次に「あなたがたは、布にくるまって飼い葉桶の中に寝ている乳飲み子を見つけるであろう。これがあなたがたへのしるしである」とあります。ザカリアには「口が利けなくなる」というしるしが与えられ、マリアには「歳をとっているエリサベトが妊娠した」というしるしが与えられましたが、羊飼いたちには「布にくるまって飼い葉桶の中に寝ている乳飲み子」がしるしとして与えられました。

 

普通の人たちの目には取るに足らないように見える中に、神様の救いがあるということです。この「飼い葉桶の中に寝ている乳飲み子」というしるしをつまらないものとしてしまうのがわたしたち人間の弱さ、足りなさです。しかし、羊飼いたちはそのように受け取りませんでした。普通の人たちより小さく、つまらない存在として扱われていましたので、そのようなしるしが与えられたことを喜んだのだと思います。彼らは、その後、しるしを見つけ出し、ザカリアやマリアのように主を賛美する者にされてゆきます。

 

13節と14節に「すると突然、この天使に天の大軍が加わり、神を賛美して言った。『いと高きところには栄光、神にあれ、 地には平和、御心に適う人にあれ。』」とありますが、神の御子、救い主、メシアの誕生は、天においても、地においても、大きな喜びの出来事であり、神様を賛美する以外に喜びを表せないということの表れであると思います。

 

「いと高きところには栄光、神にあれ、 地には平和、御心に適う人にあれ」という賛美の意味、一般的な理解は、イエス様の誕生が天におられる神様と地上にいるわたしたち人間をつなげる役目があること、イエス様によって天では神様に栄光が、地には神の平和がもたらされるというもので、イエス様は天と地の橋渡しをするために生まれたとします。しかし、ルカが本当に伝えたいことは、先ほども申しましたように、「イエスを救い主として受け入れる心を持つ人」に神様の平和があり、救い主を信じる人たちが地上で一人でも多く生まれる度に天では大きな喜びがあるということだと思います。

 

さて、天使たちが去った後のことが15節以下に記されていますが、喜びの知らせを伝えられ、知らされた者たちがどのようなリアクションをとったのかが記されています。

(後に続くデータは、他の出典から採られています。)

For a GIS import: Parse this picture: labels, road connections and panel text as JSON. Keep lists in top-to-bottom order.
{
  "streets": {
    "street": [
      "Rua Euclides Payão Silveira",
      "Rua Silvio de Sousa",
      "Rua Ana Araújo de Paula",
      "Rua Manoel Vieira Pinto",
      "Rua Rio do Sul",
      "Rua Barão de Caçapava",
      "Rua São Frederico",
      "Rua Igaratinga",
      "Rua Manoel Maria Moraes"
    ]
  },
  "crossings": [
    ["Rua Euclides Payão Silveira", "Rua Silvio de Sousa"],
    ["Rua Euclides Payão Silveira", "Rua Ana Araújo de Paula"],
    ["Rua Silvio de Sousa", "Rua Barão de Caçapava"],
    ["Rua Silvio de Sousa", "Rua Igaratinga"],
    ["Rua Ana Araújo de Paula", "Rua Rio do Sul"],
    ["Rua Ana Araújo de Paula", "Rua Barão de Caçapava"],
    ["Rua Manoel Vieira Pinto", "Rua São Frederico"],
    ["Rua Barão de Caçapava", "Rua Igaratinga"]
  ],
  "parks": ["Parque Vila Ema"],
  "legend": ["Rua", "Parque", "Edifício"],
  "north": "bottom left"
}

まず15節と16節に「天使たちが離れて天に去ったとき、羊飼いたちは、『さあ、ベツレヘムへ行こう。主が知らせてくださったその出来事を見ようではないか』と話し合った。そして急いで行って、マリアとヨセフ、また飼い葉桶に寝かせてある乳飲み子を探し当てた」とあります。

 

羊飼いたちの最初のリアクションは「主が知らせてくださったその出来事を見ようではないか」ということ、つまり自分たちの救い主を自分たちで捜し求めたということです。「そして急いで行って」とありますようにすぐに行動に移したということです。彼らはどのように羊の番の係を調整したのでしょうか。仕事を放棄すれば仕事をうしないます。

 

小さな町であっても赤ちゃんをベツレヘム中で探し当てるのも大変であったでしょう。しかし、すべてをかけても探し出す価値のあるお方、自分たちの救い主であると彼らは感じたのでしょう。リスクを負い、時間をかけ、労苦を重ね、救い主を探し求め、ついに「マリアとヨセフ、また飼い葉桶に寝かせてある乳飲み子を探し当てた」とあります。

 

懸命に捜し出して、救い主に出会うことができた時の感動と喜びは、さぞかし大きかったでしょう。彼らの次のリアクションは、17節の「その光景を見て、羊飼いたちは、この幼子について天使が話してくれたことを人々に知らせた」ということ、救い主の誕生を人々に知らせたということで、ある訳では「言い広めた」と訳されています。それほどまでに救い主に出会えたことは、救い主が乳飲み子であっても、大きなことであったということが分かります。この救い主の成長を心から願い、期待し、希望が生まれたと思います。

 

次の18節に羊飼いたちの言葉を聞いた人々のリアクションが記されています。「聞いた者は皆、羊飼いたちの話を不思議に思った」とあります。なぜ不思議に思ったのでしょうか。理由は、救い主が来られた真の意味を知らなかったからではないでしょうか。意味や目的が分からないと、わたしたちは受け止めることも、信じることも、喜ぶこともできません。ですから、こんにち生かされているわたしたちの使命は、その意味と目的を知らせること、分かち合うこと、言い広めること。それが無いと人は信じられないのです。

 

19節に「しかしマリアはこれらの出来事をすべて心に納めて、思い巡らしていた」とあります。御使ガブリエルによる受胎告知から始まり、妊娠中のこと、出産のこと、そして羊飼いたちの訪問などすべてじっくり考えていたということです。聖書のみ言葉を読む時、じっくりと考える必要がわたしたちにもあり、それが信仰の成長につながると言えます。

 

20節に「羊飼いたちは、見聞きしたことがすべて天使の話したとおりだったので、神をあがめ、賛美しながら帰って行った」ということが記されています。彼らは、神様が自分たちのことも覚えていてくださっているということを幼い救い主に出会うことではっきり知ることができ、信仰が与えられ、大きな喜びに満たされ、神を賛美する者とされました。同じ恵みが、わたしたち一人一人にも与えられていることを喜び、感謝いたしましょう。